O alfa e o ómega, o princípio e o fim. Não traçarão eles um caminho linear que de um levará ao outro? No princípio não nos será já apontado o fim, ao qual acederemos como mais ou menos rectidão? Mas se tudo isso resultar duma visão distorcida? Se isso acontecer, então o alfa e o ómega serão o mesmo, assim como o princípio e o fim. Podemos chamar fonte, a esse lugar donde tudo parte e aonde tudo deve regressar. O princípio é já a causa final da viagem iniciada. Os dois são a fonte originária donde proviemos e que nos aguarda.

sexta-feira, 24 de maio de 2013

A ordem precária

Frantisek Kupka - Composição em azul (1925)

Ontem escreveu-se aqui sobre aqueles que, não encontrando um caminho, fazem da existência uma aventura no labirinto. Esta visão, contudo, não estará ainda demasiado dependente da teleologia de Aristóteles e da crença numa causa final? Se deixarmos de acreditar numa causa final que nos move, qualquer que ela seja (emancipação da humanidade, salvação da alma, progresso moral, desenvolvimento técnico, etc. etc.), o que acontecerá? De imediato, a vida deixa de ser interpretada como caminho para um fim determinado, muitas vezes a priori. Com a queda da ideia de um caminho determinado, desaparece também o fantasma do labirinto. O labirinto é ainda um caminho, mas em versão múltipla, entrecruzada e dispersa. 

Do ponto de vista do espírito - da aventura espiritual do homem - fará sentido ter um caminho? Não é o espírito como o vento que sopra onde quer? Se o espírito, aos nossos olhos mortais, é assim, arbitrário e indeterminado, não será a vida uma contínua composição com materiais heteróclitos e dispersos, criando figurações inesperadas, desenhando constelações perecíveis, inventando fronteiras móveis que, continuamente, desenham novos e novos territórios. Talvez a ideia de caminho ainda esteja demasiado presa à mitologia do caos e do cosmos, à construção de uma ordem fixa sobre a matéria prima caótica. Não se trata, todavia, de ceder ao caos, mas de lidar continuamente com ele, configurando-o uma e outra vez, num processo sem fim. Talvez o enigma da vida esteja aí, no facto de não haver nenhum caminho, mas apenas o sítio onde se está e que apela para que lhe imponhamos uma ordem precária, que outros desfigurarão para a tornarem a  configurar.

quinta-feira, 7 de fevereiro de 2013

Pontos de referência

Laurence Stephen Lowry - A Landmark (1936)

A viagem a que o Viandante foi chamado não tem nesta terra uma meta. É um destino sem destino, um destino que se tece no acto de o cumprir. Isso, porém, não significa que a viagem seja desreferenciada. Cada encontro é um ponto de referência, um marco, uma baliza que sugere a rota a seguir. São perigosos, porém, os pontos de referência. Se o Viandante os toma como um fim, então a viagem está perdida. O nobre nómada cedeu à tentação da vida sedentária.

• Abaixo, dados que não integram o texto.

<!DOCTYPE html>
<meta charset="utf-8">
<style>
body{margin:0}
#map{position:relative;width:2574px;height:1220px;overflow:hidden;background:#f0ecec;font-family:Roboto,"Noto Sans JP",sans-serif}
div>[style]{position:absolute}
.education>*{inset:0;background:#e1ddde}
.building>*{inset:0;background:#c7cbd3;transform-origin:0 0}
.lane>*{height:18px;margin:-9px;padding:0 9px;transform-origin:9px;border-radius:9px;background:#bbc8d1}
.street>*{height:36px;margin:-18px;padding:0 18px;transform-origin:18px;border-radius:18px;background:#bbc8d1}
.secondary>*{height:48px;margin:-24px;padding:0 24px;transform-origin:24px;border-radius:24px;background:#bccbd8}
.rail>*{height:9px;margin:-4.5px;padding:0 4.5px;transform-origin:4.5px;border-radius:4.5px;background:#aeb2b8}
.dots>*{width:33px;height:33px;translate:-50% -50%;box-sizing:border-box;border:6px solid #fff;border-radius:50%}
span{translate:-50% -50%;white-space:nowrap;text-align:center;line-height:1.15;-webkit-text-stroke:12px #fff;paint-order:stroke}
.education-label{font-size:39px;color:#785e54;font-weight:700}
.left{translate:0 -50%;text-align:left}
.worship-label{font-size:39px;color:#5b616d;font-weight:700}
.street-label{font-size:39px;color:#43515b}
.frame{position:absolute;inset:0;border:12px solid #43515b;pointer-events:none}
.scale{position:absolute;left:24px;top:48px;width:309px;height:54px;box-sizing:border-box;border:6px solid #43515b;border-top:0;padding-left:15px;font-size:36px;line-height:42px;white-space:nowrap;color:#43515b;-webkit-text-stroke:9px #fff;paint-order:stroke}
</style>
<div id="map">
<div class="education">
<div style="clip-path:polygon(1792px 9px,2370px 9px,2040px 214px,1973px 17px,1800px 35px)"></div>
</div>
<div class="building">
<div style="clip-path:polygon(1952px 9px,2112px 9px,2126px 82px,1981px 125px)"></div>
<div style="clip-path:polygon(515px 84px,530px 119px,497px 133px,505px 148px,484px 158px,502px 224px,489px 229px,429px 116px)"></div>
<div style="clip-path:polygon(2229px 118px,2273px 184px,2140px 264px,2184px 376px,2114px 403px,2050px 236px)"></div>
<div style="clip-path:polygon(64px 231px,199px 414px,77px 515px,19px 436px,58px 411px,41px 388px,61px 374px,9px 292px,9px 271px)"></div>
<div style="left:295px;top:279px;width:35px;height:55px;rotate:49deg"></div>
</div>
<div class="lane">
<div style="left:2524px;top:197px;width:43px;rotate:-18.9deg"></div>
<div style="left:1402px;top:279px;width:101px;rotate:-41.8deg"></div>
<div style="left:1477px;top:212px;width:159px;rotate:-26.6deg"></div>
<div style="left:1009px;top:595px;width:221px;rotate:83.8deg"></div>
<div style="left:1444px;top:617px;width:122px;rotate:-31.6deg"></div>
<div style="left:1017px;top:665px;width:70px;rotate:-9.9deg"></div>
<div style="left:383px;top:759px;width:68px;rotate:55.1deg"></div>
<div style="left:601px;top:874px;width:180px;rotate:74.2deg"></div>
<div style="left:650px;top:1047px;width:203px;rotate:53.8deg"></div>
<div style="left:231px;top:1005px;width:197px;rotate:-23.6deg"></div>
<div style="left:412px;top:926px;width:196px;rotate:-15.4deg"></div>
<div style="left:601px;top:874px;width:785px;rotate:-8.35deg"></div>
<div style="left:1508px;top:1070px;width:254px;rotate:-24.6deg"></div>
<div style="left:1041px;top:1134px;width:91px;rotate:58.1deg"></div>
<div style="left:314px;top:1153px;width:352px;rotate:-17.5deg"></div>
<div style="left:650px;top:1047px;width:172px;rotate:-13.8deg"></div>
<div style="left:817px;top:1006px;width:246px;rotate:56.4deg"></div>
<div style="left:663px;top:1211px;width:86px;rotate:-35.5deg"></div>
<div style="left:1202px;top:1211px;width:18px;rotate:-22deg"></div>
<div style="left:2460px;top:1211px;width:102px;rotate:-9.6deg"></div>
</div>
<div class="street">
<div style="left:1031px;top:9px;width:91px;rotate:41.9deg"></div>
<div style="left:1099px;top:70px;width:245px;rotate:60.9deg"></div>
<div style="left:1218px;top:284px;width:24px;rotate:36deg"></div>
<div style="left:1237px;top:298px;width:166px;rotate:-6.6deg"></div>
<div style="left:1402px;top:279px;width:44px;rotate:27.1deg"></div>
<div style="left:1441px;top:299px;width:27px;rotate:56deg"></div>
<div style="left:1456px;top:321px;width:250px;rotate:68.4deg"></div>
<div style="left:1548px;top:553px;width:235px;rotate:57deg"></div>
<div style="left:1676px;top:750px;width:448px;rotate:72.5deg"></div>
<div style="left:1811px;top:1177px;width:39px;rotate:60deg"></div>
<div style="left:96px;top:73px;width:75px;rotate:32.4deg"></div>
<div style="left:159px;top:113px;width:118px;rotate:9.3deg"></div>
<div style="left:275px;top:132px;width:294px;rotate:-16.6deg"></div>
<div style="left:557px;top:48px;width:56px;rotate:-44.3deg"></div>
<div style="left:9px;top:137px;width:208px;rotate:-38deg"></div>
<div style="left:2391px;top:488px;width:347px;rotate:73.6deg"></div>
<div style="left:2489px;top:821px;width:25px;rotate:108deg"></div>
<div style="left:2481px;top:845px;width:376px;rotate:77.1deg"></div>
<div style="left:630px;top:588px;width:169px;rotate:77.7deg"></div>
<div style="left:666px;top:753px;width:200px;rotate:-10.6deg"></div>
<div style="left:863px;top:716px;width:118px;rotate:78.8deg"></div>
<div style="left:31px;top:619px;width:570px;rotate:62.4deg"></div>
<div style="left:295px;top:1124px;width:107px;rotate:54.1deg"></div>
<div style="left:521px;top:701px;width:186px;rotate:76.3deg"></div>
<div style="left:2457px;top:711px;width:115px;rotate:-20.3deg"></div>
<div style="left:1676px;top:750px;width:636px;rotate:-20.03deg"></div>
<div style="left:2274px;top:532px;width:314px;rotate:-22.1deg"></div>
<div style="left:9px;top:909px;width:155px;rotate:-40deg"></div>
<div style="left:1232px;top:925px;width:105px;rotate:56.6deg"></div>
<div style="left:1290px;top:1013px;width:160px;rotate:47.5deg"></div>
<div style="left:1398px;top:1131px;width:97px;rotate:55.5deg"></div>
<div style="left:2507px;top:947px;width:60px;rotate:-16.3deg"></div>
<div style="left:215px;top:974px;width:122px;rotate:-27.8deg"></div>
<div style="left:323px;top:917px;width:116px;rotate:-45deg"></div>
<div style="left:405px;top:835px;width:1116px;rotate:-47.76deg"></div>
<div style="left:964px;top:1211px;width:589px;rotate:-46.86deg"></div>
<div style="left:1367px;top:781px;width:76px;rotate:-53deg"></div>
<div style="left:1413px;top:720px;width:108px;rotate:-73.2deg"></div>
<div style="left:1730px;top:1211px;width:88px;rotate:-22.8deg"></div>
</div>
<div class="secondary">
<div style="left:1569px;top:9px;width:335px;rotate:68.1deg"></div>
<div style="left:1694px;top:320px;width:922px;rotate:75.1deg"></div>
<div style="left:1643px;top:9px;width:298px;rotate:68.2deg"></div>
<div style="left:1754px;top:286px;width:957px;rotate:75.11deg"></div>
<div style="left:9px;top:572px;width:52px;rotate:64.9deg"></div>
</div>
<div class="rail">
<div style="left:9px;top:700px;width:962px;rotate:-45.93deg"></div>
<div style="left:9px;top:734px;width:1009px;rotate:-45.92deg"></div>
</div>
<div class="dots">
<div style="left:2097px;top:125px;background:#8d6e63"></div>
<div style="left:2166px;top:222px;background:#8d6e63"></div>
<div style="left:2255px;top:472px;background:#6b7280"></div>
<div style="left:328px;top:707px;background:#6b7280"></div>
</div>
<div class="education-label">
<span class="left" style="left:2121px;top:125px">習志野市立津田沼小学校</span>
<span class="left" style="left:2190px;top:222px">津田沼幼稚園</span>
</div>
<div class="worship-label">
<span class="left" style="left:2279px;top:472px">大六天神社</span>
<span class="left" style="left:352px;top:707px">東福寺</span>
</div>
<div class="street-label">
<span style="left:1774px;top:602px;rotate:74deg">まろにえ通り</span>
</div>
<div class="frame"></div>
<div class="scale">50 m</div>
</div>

quinta-feira, 3 de setembro de 2009

Esquecimento

Esquecer todos os projectos, os fins e os meios, esquecer-me até de esquecer, e deixar acontecer o puro devir do Espírito, segundo a lei que não conheço, a vontade que não domino, o fim que me ultrapassa. O esquecimento do esquecimento, eis a divisa que brilha no pendão.